And God blessed the seventh day, and sanctified it: because that in it he had rested from all his work which God created and made. Gen. 2:3.
It was God who set aside the seventh-day Sabbath in the beginning in honor of Creation. Evidently the Creator realized the importance of having His creatures remember His creatorship and His creation every week. The Sabbath is in honor of the birthday of the world. You can't change anybody's birthday. When someone comes along with a pseudo-Sabbath, or another day to take its place, they are obviously false, because no one can change anyone's birthday, not even Abraham Lincoln's or George Washington's! We can change the official memorial holidays, but have we changed their birthdates? Of course not. We can decide to have our holiday on a different day, that's all. And why do we do this? Because Washington and Lincoln obviously don't mean that much to us anymore. We are more concerned with having a day off than with honoring Washington and Lincoln. Isn't that true? Why, I can prove it to you.
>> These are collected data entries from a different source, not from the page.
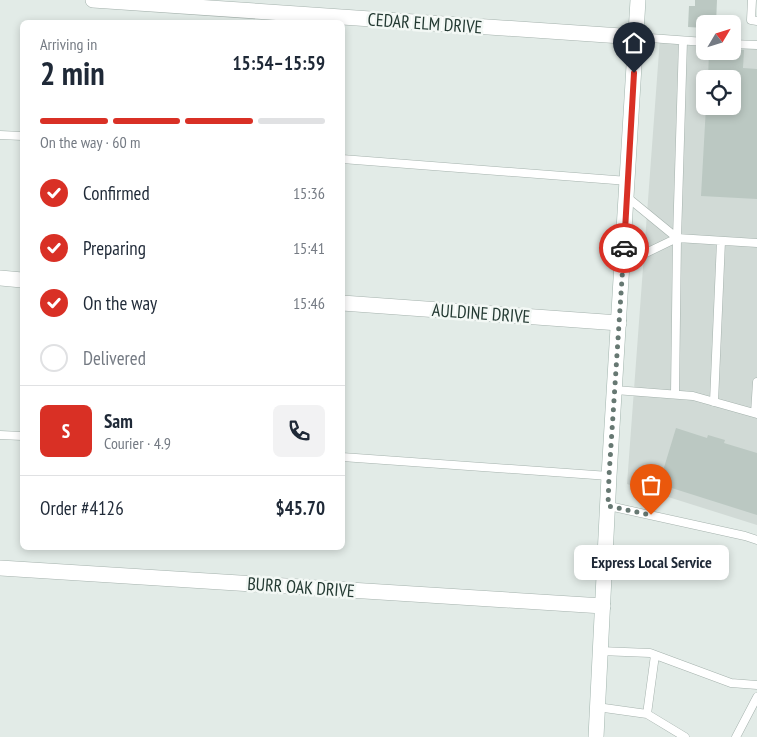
<!DOCTYPE html>
<html lang="en">
<head>
<meta charset="utf-8">
<style>
	body { margin:0; font-family:"PT Sans Narrow",sans-serif; background:#f2f2f3; color:#1f2937; height:100vh; display:flex; flex-direction:column; font-size:19px; white-space:nowrap }
	* { box-sizing:border-box; margin:0 }
	p { font-size:16px; color:#747a83 }
	.icon { flex:none; width:28px; height:28px; fill:none; stroke:currentColor; stroke-width:2; stroke-linecap:round; stroke-linejoin:round }
	.map { position:relative; flex:1; overflow:hidden }
	.sheet { position:absolute; left:20px; top:20px; width:325px; height:530px; display:flex; flex-direction:column; background:#fff; border-radius:8px; box-shadow:0 2px 8px #0003 }
	.sheet>* { flex:none }
	.needle { width:32px; rotate:52deg }
	.buttons { position:absolute; left:696px; top:15px; display:grid; gap:10px }
	.buttons a { display:grid; place-items:center; width:45px; height:45px; border-radius:8px; background:#fff; box-shadow:0 2px 8px #0003; font-size:25px }
	.pin { position:absolute; display:grid; place-items:center; width:42px; height:42px; color:#fff; margin:-51px -21px; border-radius:50% 50% 50% 0; rotate:-45deg; box-shadow:0 0 5px #0007 }
	.pin .icon { rotate:45deg }
	.courier { position:absolute; display:grid; place-items:center; width:50px; height:50px; margin:-25px; border:4px solid #d93025; border-radius:50%; background:#fff; color:#222; box-shadow:0 1px 6px #0007 }
	.bubble { position:absolute; height:35px; border-radius:8px; background:#fff; box-shadow:0 2px 8px #0003; font-size:16px; font-weight:700; line-height:35px; text-align:center }
	.headline em { font-style:normal; font-weight:700 }
	.headline div { display:flex; flex-direction:column-reverse }
	.headline { display:flex; align-items:center; justify-content:space-between; height:85px; padding:0 20px }
	h1 { font-size:32px; font-weight:700; line-height:38px }
	.bar { display:grid; grid-template-columns:repeat(4,1fr); gap:8px 5px; align-content:center; height:60px; padding:0 20px }
	.bar i { height:6px; border-radius:4px; background:#e0e1e3 }
	.bar .on { background:#d93025 }
	.bar p { grid-column:span 4 }
	.line { display:flex; align-items:center; gap:12px; padding:0 20px; border-top:1px solid #e0e1e3 }
	.line div { flex:1 }
	.round { display:grid; place-items:center; flex:none; width:52px; height:52px; border-radius:8px; background:#f2f2f3 }
	ol { padding:0 20px; list-style:none }
	li { display:flex; align-items:center; gap:15px; height:55px }
	li p { margin-inline-start:auto }
	li .icon { padding:5px; border-radius:50%; background:#d93025; color:#fff; stroke-width:4 }
	li:last-child { color:#747a83 }
	li i { width:28px; height:28px; border:2px solid #e0e1e3; border-radius:50% }
	.map>svg:first-child { display:block }
	.built { fill:#d1dad6; fill-rule:evenodd }
	.building { fill:#bbc8c2 }
	.lines { fill:none; stroke-linecap:round; stroke-linejoin:round }
	.lane-casing { stroke:#a5b2ad; stroke-width:9 }
	.street-casing { stroke:#a5b2ad; stroke-width:16 }
	.secondary-casing { stroke:#a2b5ae; stroke-width:16 }
	.lane { stroke:#fff; stroke-width:8 }
	.street { stroke:#fff; stroke-width:15 }
	.secondary { stroke:#fff; stroke-width:15 }
	.done { stroke:#667872; stroke-width:5; stroke-dasharray:0 9 }
	.route { stroke:#d93025; stroke-width:6 }
	.labels { text-anchor:middle; dominant-baseline:central; stroke-width:5; stroke-linejoin:round; paint-order:stroke }
	.street-label { font-size:18px; fill:#243a33; stroke:#f3f8f5 }
</style>
</head>
<body>
<div class="map">
<svg width="757" height="737" viewBox="0 0 757 737">
	<rect width="100%" height="100%" fill="#e2ebe7"/>
	<!-- built -->
	<path class="built" d="M660 38 705 40V51H732L733 41 757 42V525L627 484ZM705 79H732V106H705Z"/>
	<!-- building -->
	<path class="building" d="M695 0H717L716 24H705V28L688 27 689 6H695Z
		M732 50H744L743 68 757 69V199L701 196 706 106H732V79H708L709 51H732Z
		M676 428 707 438 708 435 725 440 724 443 757 453V515L659 484Z"/>
	<g class="lines">
		<defs>
			<path id="lane" d="M752 0 751 20 757 21
				M636 37 705 42
				M732 44 757 45
				M0 135 22 136
				M342 159 628 181
				M627 197 677 238
				M623 264 677 238 757 243
				M615 390 693 396 757 414
				M675 394 677 238 683 41
				M714 402 721 241
				M755 413 757 382
				M0 435 22 436
				M342 457 609 476
				M609 506 745 536 757 540
				M600 651 650 653 731 683 757 685
				M597 707 647 714 685 737
				M647 714 655 655
				M736 737 757 697"/>
			<path id="street" d="M93 0 636 37
				M0 278 22 280
				M342 303 619 323
				M0 568 603 606"/>
			<path id="secondary" d="M596 737 609 476 638 0"/>
		</defs>
		<!-- lane casing -->
		<use href="#lane" class="lane-casing"/>
		<!-- street casing -->
		<use href="#street" class="street-casing"/>
		<!-- secondary casing -->
		<use href="#secondary" class="secondary-casing"/>
		<!-- lane -->
		<use href="#lane" class="lane"/>
		<!-- street -->
		<use href="#street" class="street"/>
		<!-- secondary -->
		<use href="#secondary" class="secondary"/>
	</g>
	<g class="lines">
		<!-- done -->
		<path class="done" d="M624 248 609 476 608 506 651 515"/>
		<!-- route -->
		<path class="route" d="M624 248 634 73"/>
	</g>
	<g class="labels">
		<!-- street labels -->
		<g class="street-label">
			<text transform="translate(425 23) rotate(4)">CEDAR ELM DRIVE</text>
			<text transform="translate(481 313) rotate(4)">AULDINE DRIVE</text>
			<text transform="translate(301 587) rotate(4)">BURR OAK DRIVE</text>
		</g>
	</g>
</svg>
<div class="buttons">
<a><svg class="needle" viewBox="-14 -14 28 28"><path d="M0-13l5 13h-10z" fill="#e53935"/><path d="M0 13l5-13h-10z" fill="#747a83"/></svg></a>
<a><svg class="icon" aria-label="locate" viewBox="0 0 24 24"><circle cx="12" cy="12" r="6"/><path d="M12 2v4M12 18v4M2 12h4M18 12h4"/></svg></a>
</div>
<div class="pin" style="left:651px;top:515px;background:#ea580c"><svg class="icon" aria-label="bag" viewBox="0 0 24 24"><path d="M5 8h14l-1 12H6zM9 8a3 3 0 0 1 6 0"/></svg></div>
<div class="pin" style="left:634px;top:73px;background:#1f2937"><svg class="icon" aria-label="home" viewBox="0 0 24 24"><path d="M3 11l9-7 9 7M6 9v11h12V9"/></svg></div>
<div class="courier" style="left:624px;top:248px"><svg class="icon" aria-label="car" viewBox="0 0 24 24"><path d="M5 17H2v-5l4-1 3-4h7l3 4 3 1v5h-3M9 17h6M6 11h13"/><circle cx="7" cy="17" r="2"/><circle cx="17" cy="17" r="2"/></svg></div>
<div class="bubble" style="left:574px;top:545px;width:155px">Express Local Service</div>
<section class="sheet">
<div class="headline"><div><h1>2 min</h1><p>Arriving in</p></div><em>15:54–15:59</em></div>
<div class="bar"><i class="on"></i><i class="on"></i><i class="on"></i><i></i><p>On the way · 60 m</p></div>
<ol>
<li><svg class="icon" aria-label="check" viewBox="0 0 24 24"><path d="M5 12l5 5 9-10"/></svg>Confirmed<p>15:36</p></li>
<li><svg class="icon" aria-label="check" viewBox="0 0 24 24"><path d="M5 12l5 5 9-10"/></svg>Preparing<p>15:41</p></li>
<li><svg class="icon" aria-label="check" viewBox="0 0 24 24"><path d="M5 12l5 5 9-10"/></svg>On the way<p>15:46</p></li>
<li><i></i>Delivered</li>
</ol>
<div class="line" style="height:90px"><b class="round" style="background:#d93025;color:#fff">S</b><div><b>Sam</b><p>Courier · 4.9</p></div><a class="round"><svg class="icon" aria-label="phone" viewBox="0 0 24 24"><path d="M5 4h4l2 5-3 2q2 4 5 5l2-3 5 2v4C11 20 4 13 5 4z"/></svg></a></div>
<div class="line" style="height:65px"><div>Order #4126</div><b>$45.70</b></div>
</section>
</div>
</body>
</html>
On the last celebration of Lincoln's or Washington's birthday, how many of you sat around reading about Lincoln or Washington and meditating on them?
When you forget about the person whose birthday you are supposed to be celebrating, as time goes by you can find it easy to change it into simply a holiday. Don't miss this in relationship to the Sabbath. God Himself couldn't change the Sabbath, as long as it continues to be memorial of what it is, because to change the day that was set aside in honor of Creation would be impossible even for God Himself.
But God is interested in sanctifying a people, not just a particular day (Heb. 13:12). People begin to experience sanctification the moment they are born again as new creatures in Christ. We can be thankful to the Creator for not only our first birth but the new birth as well. Thus the Sabbath becomes a reminder not only of the fact that God created us in the first place but of our redemption, through the blood of Jesus. The Sabbath has been given to us as a sign of our sanctification (Ex. 31:13; Eze. 20:12). We have been set apart for a holy purpose. The Sabbath is more than a matter of law. It is a matter of Christian life and experience.